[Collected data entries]
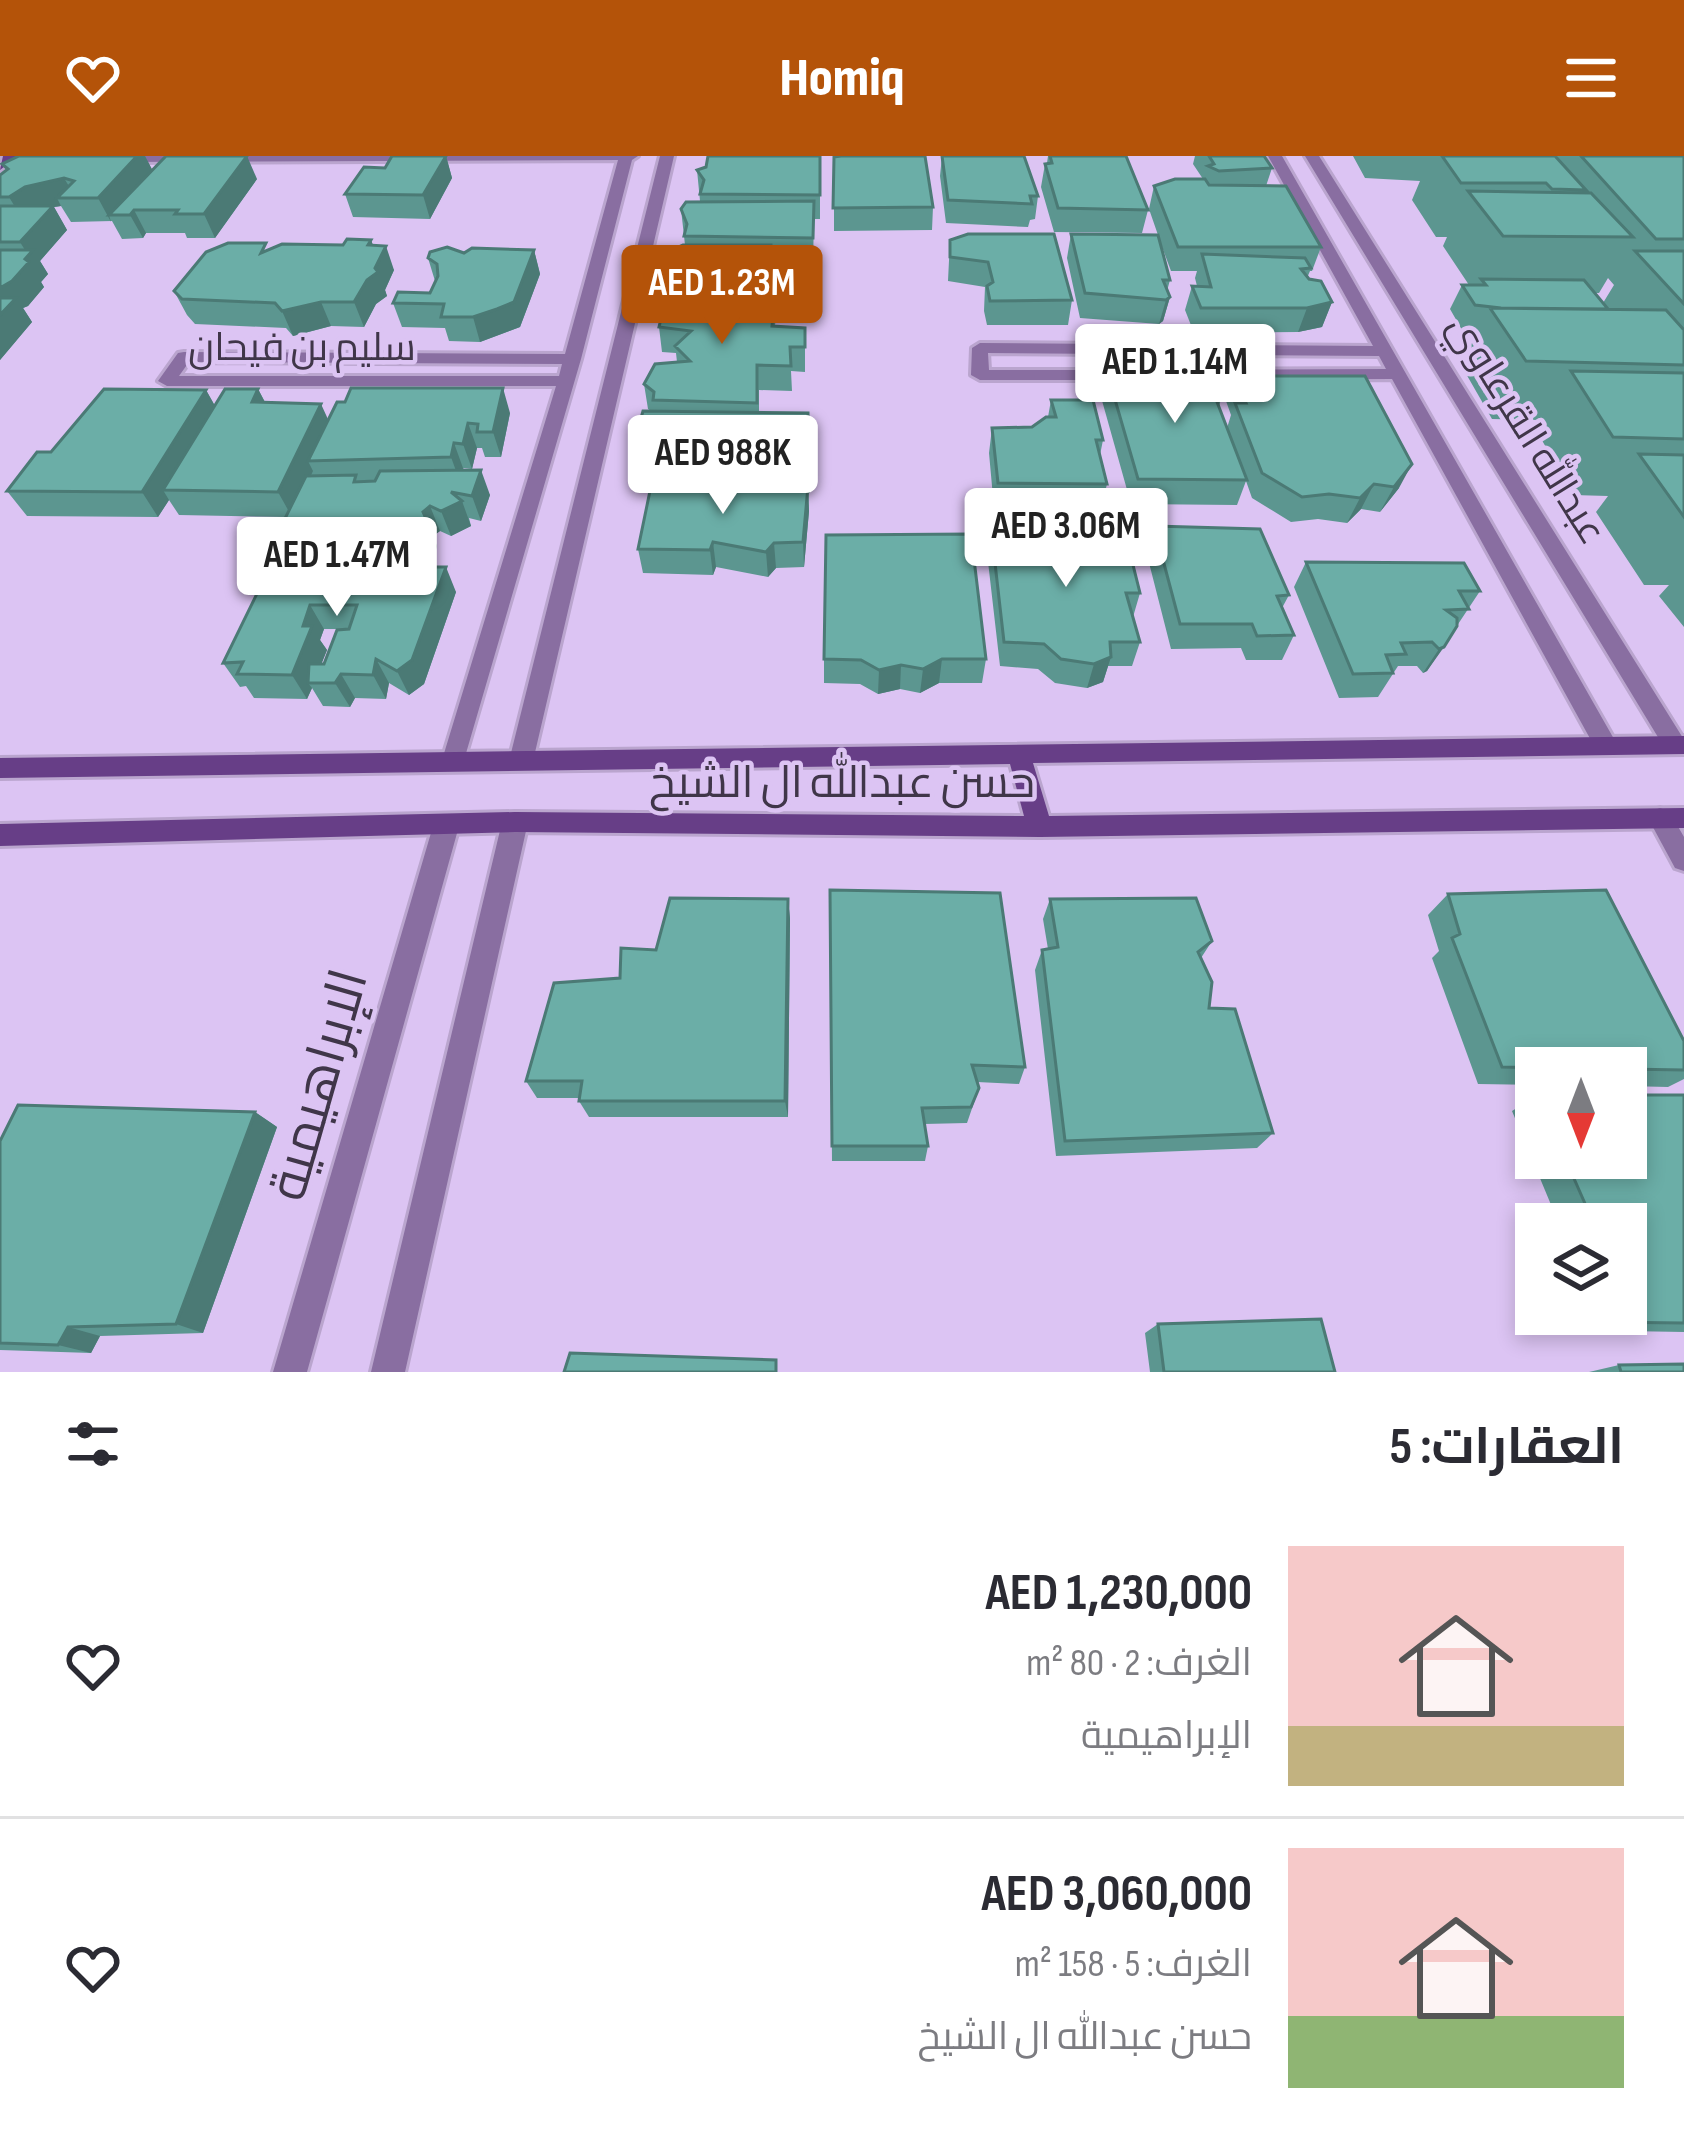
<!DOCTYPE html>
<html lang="ar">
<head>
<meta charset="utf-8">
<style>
  body { margin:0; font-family:"Sofia Sans Condensed",Cairo,sans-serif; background:#f7f7f7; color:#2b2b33; direction:rtl; height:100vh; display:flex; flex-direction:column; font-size:45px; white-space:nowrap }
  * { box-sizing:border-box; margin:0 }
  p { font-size:39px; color:#7c7c81 }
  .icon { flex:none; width:66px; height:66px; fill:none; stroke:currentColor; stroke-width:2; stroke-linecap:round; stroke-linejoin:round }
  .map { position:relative; height:1216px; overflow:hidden; direction:ltr }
  .side { display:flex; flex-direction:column; background:#fff; flex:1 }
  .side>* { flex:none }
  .needle { width:78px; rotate:180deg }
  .tools { position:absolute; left:1515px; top:891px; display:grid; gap:24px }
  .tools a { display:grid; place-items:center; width:132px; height:132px; border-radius:0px; background:#fff; box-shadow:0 6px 18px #0003; font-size:60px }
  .price { position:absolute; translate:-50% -102px; padding:0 27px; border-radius:12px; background:#fff; color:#222; font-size:39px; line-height:78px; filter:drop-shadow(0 3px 6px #0008) }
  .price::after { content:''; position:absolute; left:50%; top:72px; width:36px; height:27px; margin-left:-18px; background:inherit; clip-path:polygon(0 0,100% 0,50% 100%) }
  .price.selected { background:#b45309; color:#fff }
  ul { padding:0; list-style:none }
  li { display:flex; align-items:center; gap:36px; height:300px; padding:0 60px }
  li+li { border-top:3px solid #e1e1e2 }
  li span { display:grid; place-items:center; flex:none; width:336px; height:240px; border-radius:0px; color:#555 }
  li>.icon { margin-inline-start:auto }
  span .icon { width:144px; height:144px; fill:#fffc; stroke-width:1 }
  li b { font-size:51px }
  h2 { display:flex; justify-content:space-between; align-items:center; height:144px; padding:0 60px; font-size:51px }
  header { display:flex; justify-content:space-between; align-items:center; height:156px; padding:0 60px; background:#b45309; color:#fff; font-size:54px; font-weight:800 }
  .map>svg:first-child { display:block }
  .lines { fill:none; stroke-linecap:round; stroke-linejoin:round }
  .street-casing { stroke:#baa5ce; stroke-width:6 }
  .secondary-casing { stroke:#baa5ce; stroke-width:6 }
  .street { fill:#896ea1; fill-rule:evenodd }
  .secondary { fill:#673e87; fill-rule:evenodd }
  .wall { fill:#5c9690; fill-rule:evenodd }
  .shaded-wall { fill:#4b7a75 }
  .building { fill:#6baea7; stroke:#4b7a75; stroke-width:3 }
  .labels { text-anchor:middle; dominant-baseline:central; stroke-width:9; stroke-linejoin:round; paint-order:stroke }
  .far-street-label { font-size:39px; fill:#403649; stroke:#dcc4f3 }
  .street-label { font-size:45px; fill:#403649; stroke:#dcc4f3 }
  .near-street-label { font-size:54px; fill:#403649; stroke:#dcc4f3 }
</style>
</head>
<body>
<header><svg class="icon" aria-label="menu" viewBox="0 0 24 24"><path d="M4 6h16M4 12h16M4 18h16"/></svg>Homiq<svg class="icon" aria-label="heart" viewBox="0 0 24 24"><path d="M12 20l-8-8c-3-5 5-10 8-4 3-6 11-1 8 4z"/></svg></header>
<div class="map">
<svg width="1684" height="1216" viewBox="0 0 1684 1216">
  <rect width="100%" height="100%" fill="#dcc4f3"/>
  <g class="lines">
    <!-- street casing -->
    <g class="street-casing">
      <path id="street" d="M109,0H638L632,4L581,203L462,611H446L442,604L556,230H167L158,225L178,197L184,196L565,198L618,4L114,6ZM189,206L562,208L559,220H179Z
        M660,0H674L533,605L529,612H513L509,605Z
        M1268,0H1282L1614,583L1618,590L1614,597H1598L1392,223L1185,224L1176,219L1185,214L1386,213L1379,200L988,197L989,214H1138L1147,219L1138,224H980L971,219L972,192L980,187L1373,190Z
        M1305,0H1319L1683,582V596H1667Z
        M1660,652L1669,655L1684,681V715L1675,712L1648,662L1651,655Z
        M515,656L524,659L528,666L405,1216H371L502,666L506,659Z
        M446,660L455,663L459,670L307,1216H273L433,670L437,663Z"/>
    </g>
    <!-- secondary casing -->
    <g class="secondary-casing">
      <path id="secondary" d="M3,0H18L0,14Z
        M1684,580V598L1033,607L1049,660L1684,652V672L1040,681L515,676L0,690V668L515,656L1024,660L1010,608L0,622V602Z"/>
    </g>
    <!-- street -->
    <use href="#street" class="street"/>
    <!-- secondary -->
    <use href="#secondary" class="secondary"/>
  </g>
  <!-- wall -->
  <path class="wall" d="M19,0H145L152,14L257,23L215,82H187L185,77H146L143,82L122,83L112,65L71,66L61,50L54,51L67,74L40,105L48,118L41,126L44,131L28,150L23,152L32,166L0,204V19L6,14L2,8Z
    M446,0L452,22L430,63L353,61L345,38L385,12Z
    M820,0V63H814L813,106H781L793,112L814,114L815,155H776L775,171L805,172V216L791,215L792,235L759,234V257H808L810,337H808L809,355L804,411L776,412L768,421L716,411L713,419L643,417L638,393L677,330L671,320L655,316L652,297L643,296L638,272L651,255L648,253L644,228L677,206L676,197L662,196L659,171L665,148L661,110L667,107L665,97L685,89L681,53L700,45L697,14Z
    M942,0L1038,40L1035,63L1030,64L1028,71L946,67L940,20Z
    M1048,0H1126L1148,54L1142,77L1054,76L1041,31L1045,8L1047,7Z
    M1195,0H1264L1272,12L1266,30L1321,91L1312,115H1310L1307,122L1332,146L1322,171L1298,176L1194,177L1185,154L1192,130H1197L1195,122L1197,115H1171L1158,80L1170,124L1167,135L1170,141L1163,165L1159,168L1080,162L1067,102L1071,78L1158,79L1149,53L1154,30L1203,23L1193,8Z
    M1353,0H1684V471L1659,440L1669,429H1644L1596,356L1608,340L1573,339L1535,272L1540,264L1492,263L1461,209L1478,175L1462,174L1450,153L1462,129H1469L1443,90L1447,81H1436L1412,44L1420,25L1365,22ZM1608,122L1614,129L1603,147L1594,137H1599Z
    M834,1L933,51L932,74L834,75Z
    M371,84L373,90L394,114L385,134L387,140L376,148L364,171L331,170L293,180L286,172L195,168L187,159L174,135L268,94L343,89Z
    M950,84L1072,144L1068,169H987L984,155L985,131L948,125Z
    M534,94L540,118L520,171L480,186L449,185L445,172L402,171L393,147L430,137L435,125L428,102L464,97Z
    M1107,216L1223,237L1219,250L1227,272L1231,259L1226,245L1234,220L1399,332L1380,356L1361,353L1347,367L1318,363L1291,366L1252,342L1246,325L1237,349L1131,348L1101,241Z
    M258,233L265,246L328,264L510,257L501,301H485L482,292H477L472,313L463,312L490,339L481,365L469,362L471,370L451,380L440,375L433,380L437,390L430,411L456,436L424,528L409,539L389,527L386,543L355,542L350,551L323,550L312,532L307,543L254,542L246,530L240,531L223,507L272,411L266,401L286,361L179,359L169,344L158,361L27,360L7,335L51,296L206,234L215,250ZM324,473H349L324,508H321L327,494L320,484Z
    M1051,244L1103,284L1100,299L1107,328L1101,353L994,352L989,297L992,272L1032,271L1048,261Z
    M1154,370L1289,439L1282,452L1294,479L1282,504H1246L1241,492L1171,493L1146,395Z
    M991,372L1140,437L1133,461L1140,486L1132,510H1108L1103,526L1087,532L1055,527L1038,513L1000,510L987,397Z
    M1306,406L1480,435L1427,515L1423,517L1417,510H1398L1378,541L1339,542L1294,431Z
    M824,503H986L982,527H939L920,537L900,533L878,538L860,528L824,527Z
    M830,734L1025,911L1019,928L977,926L979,932L967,967L924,968L928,990L925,1005H832Z
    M1448,738L1684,885V923L1668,931L1626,930V912H1536V929L1478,928L1432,802L1439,795L1428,759Z
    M788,743L790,763L788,961H589L579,945L580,942H537L526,925L620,822L656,794Z
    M1050,743L1212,785L1201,802L1209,852L1273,977L1257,992L1056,1000L1035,814L1042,794L1048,793L1043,763Z
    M1684,939V1176L1567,1174L1560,1158H1626V1068H1559L1512,955L1536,940V1002H1626Z
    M255,956L277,971L203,1177L100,1180L91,1197L0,1194V985Z
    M1158,1168L1335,1216H1150L1145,1177Z
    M1619,1209L1684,1216H1589Z"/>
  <!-- shaded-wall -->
  <path class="shaded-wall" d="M137,0H145L154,17L109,59L111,66L98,42Z
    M247,0L257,23L215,82L204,58Z
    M446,0L452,22L430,63L423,39Z
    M64,22L76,42H57L61,50L54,51L67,74L40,105L48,118L41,126L44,131L28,150L23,152L32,166L0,204V132L28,99L20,86L23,64L9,41L25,31Z
    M134,54L146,77L143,82L130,59Z
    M371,84L379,104L386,90L394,114L385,134L387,140L376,148L364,171L354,146Z
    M534,94L540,118L520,171L480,186L473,161Z
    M1170,141L1163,165L1159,168L1166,144Z
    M321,146L331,170L293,180L282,155Z
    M1332,146L1322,171L1298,176L1307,152Z
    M503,232L510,257L501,301L493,276Z
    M258,233L271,258L252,246Z
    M206,234L220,259L163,334L169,344L158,361L142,336Z
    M321,248L332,272L308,305L313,315L292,361L278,336Z
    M468,267L477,292L472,313L463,288Z
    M454,287L463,312L460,326L451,301Z
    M1412,308L1399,332L1380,356L1394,331Z
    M481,314L490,339L481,365L472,340Z
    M1374,328L1361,353L1347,367L1360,342Z
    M808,330L809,355L804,411L803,386Z
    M462,345L471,370L451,380L441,355Z
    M430,350L440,375L433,380L437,390L427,424L416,399L423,356Z
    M713,386L716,411L713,419L710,394Z
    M774,387L776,412L768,421L766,396Z
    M446,411L456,436L424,528L409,539L397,515Z
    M310,449L324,473L320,484L327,494L314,527H308L312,532L307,543L292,519L303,470Z
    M1444,491L1427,515L1423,517L1439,493Z
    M1111,501L1103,526L1087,532L1094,508Z
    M376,503L389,527L386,543L373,519Z
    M942,503L939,527L920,537L923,513Z
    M901,509L900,533L878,538L879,514Z
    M341,518L355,542L350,551L335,527Z
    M788,743L790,763L788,961L785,945Z
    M255,956L277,971L203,1177L176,1168Z
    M68,1171L100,1180L91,1197L58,1189Z"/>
  <!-- building -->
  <path class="building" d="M19,0H137L98,42H57L74,25L64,22L25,31L9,41H0V19L8,13L2,8Z
    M166,0H247L204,58H175L178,54H134L130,59H109Z
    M392,0H446L423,39L345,38L364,11L385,12Z
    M708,0H820V39L700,38L704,24L697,14L706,11Z
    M841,0H925L933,51L833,52L834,1Z
    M942,0H1024L1038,40H1030L1032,48L948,44Z
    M1050,0H1126L1148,54L1058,52L1045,8L1052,7Z
    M1209,0H1264L1272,12L1219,15L1208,10L1214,8Z
    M1442,0H1555L1586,34L1552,33L1546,27H1461Z
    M1581,0H1684V83H1656Z
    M1175,23H1205L1209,29L1286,30L1321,91H1178L1154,30Z
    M1468,35L1591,37L1633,81L1503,80Z
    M814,45L813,82L684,80L687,68L681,53L686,46Z
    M0,50H53L20,86H0Z
    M968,78H1054L1072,144L990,145L987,130L993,126L988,106L950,101V84Z
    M1071,78L1158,79L1170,124H1163L1170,141L1166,144L1085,137Z
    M347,83L371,84L368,89L386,90L375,112L378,116L367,124L354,146H321L282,155L275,147L182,143L174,135L206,96L228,87H266L261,97L282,88L343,89Z
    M683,89H771V100L793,112L814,114L815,131L662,132L664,123L676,115L661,110L672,104L665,97Z
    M447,91L464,97L472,92L534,94L514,146L497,153L473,161H441L444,148L393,147L398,136L430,137L438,120L437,108L428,102L430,96Z
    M0,94H33L25,103L29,106L12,125L0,132Z
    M1635,95H1684V148Z
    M1202,98L1305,102L1311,112L1301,113L1309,123L1321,125L1332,146L1307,152H1201L1192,130L1211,131Z
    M1481,123L1584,124L1608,153L1501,152L1475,149L1462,129H1486Z
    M667,138H775L772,170L805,172V191H790L791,210L757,209V247L653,244L654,236L644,228L655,208L690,205L675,190L691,175L659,171Z
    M0,142H16L0,159Z
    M1490,152L1666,154L1684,174V209L1526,205Z
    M1214,215L1223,237L1214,238L1247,324L1138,323L1107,216Z
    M1571,215L1684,217V283L1613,281Z
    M1234,220H1365L1412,308L1394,331L1374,328L1360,342L1329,338L1302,341L1262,317L1235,247H1246Z
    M351,232H503L493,276H477L478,268L468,267L463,288L454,287L451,301L308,305L337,246H345Z
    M104,233L206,234L142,336L7,335L37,296H51Z
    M225,233H258L252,246L321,248L278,336L163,334Z
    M1051,244H1093L1103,284H1096L1107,328L998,327L992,272L1032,271L1046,261H1056Z
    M643,255L808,257L809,312L766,311L765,316L675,309L667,295L651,291L656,273L638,272Z
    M1639,298L1684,299V361Z
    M481,314L472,340L451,336L462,345L441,355L430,350L423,356L427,365L416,399L266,401L306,320L356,319L354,326L375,325L380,315Z
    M651,330H808L803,386L774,387L766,396L713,386L710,394L638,393Z
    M1154,370L1260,373L1289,439L1277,440L1294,479L1257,480L1252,468H1180Z
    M991,372L1124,373L1140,437H1126L1140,486H1110L1111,501L1094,508L1061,503L1044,488L1004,486Z
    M971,378L986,503H942L923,513L901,509L879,514L861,504L824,503L826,379Z
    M1306,406L1464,407L1480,435H1459L1469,453L1446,454L1457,462V470L1444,491L1439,493L1432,486L1401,487L1406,498L1386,499L1393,517L1353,518Z
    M270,411H446L412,504L397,515L376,503L373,519L341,518L335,527H308L309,508H324L337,474L349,473L357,449H310L303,470H312L292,519L237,518L243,506L223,507Z
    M830,734L1000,737L1025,911L972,909L979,932L971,951L922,952L928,990H832Z
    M1606,734L1684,885V914L1502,911L1452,782L1460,778L1448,738Z
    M670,742L788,743L785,945H579L582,925H526L554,827L620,822L621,792L656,794Z
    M1196,742L1212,785L1198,796L1212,826L1209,852L1235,853L1273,977L1065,985L1042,794L1058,791L1050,743Z
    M1626,939H1684V1167L1598,1166L1595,1158H1626V1068H1594L1565,1002H1626Z
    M18,949L255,956L176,1168L68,1171L58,1189L0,1187V985Z
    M1321,1163L1335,1216H1164L1158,1168Z
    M570,1197L776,1204V1216H564Z
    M1684,1208V1216H1621L1619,1209Z"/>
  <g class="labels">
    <!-- far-street labels -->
    <g class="far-street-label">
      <text x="302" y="192">سليم بن فيحان</text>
      <text transform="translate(1526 274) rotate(58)">عبدالله القرعاوي</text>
    </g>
    <!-- street labels -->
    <g class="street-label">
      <text x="842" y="627">حسن عبدالله ال الشيخ</text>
    </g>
    <!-- near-street labels -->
    <g class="near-street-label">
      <text transform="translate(319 929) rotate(-74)">الإبراهيمية</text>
    </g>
  </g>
</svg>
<div class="tools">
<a><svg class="needle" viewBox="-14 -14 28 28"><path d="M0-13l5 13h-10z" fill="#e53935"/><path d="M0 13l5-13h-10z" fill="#7c7c81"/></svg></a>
<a><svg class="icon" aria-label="layers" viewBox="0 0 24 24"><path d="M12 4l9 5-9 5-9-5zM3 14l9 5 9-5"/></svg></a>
</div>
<b class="price selected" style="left:722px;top:191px">AED 1.23M</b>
<b class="price" style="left:1175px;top:270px">AED 1.14M</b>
<b class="price" style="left:723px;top:361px">AED 988K</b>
<b class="price" style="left:1066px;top:434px">AED 3.06M</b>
<b class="price" style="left:337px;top:463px">AED 1.47M</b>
</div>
<section class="side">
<h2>العقارات: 5<svg class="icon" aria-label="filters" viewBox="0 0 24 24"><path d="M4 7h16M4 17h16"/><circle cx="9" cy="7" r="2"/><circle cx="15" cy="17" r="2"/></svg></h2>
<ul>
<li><span style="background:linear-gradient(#f6c9c9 75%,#c2b280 0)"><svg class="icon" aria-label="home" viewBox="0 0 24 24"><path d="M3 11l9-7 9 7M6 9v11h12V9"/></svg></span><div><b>AED 1,230,000</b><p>الغرف: 2 · 80 m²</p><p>الإبراهيمية</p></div><svg class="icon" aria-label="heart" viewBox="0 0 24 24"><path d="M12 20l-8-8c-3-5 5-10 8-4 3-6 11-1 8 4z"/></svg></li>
<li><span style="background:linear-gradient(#f6c9c9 70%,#8fb573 0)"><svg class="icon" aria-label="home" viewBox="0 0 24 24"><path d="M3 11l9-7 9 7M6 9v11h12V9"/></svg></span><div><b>AED 3,060,000</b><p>الغرف: 5 · 158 m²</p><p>حسن عبدالله ال الشيخ</p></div><svg class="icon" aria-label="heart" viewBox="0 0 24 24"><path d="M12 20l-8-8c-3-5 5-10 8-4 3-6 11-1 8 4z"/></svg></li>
</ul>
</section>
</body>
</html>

Task brief:
Retrieve each line from the records above where the word "lines" occurs.

Expected output:
  .lines { fill:none; stroke-linecap:round; stroke-linejoin:round }
  <g class="lines">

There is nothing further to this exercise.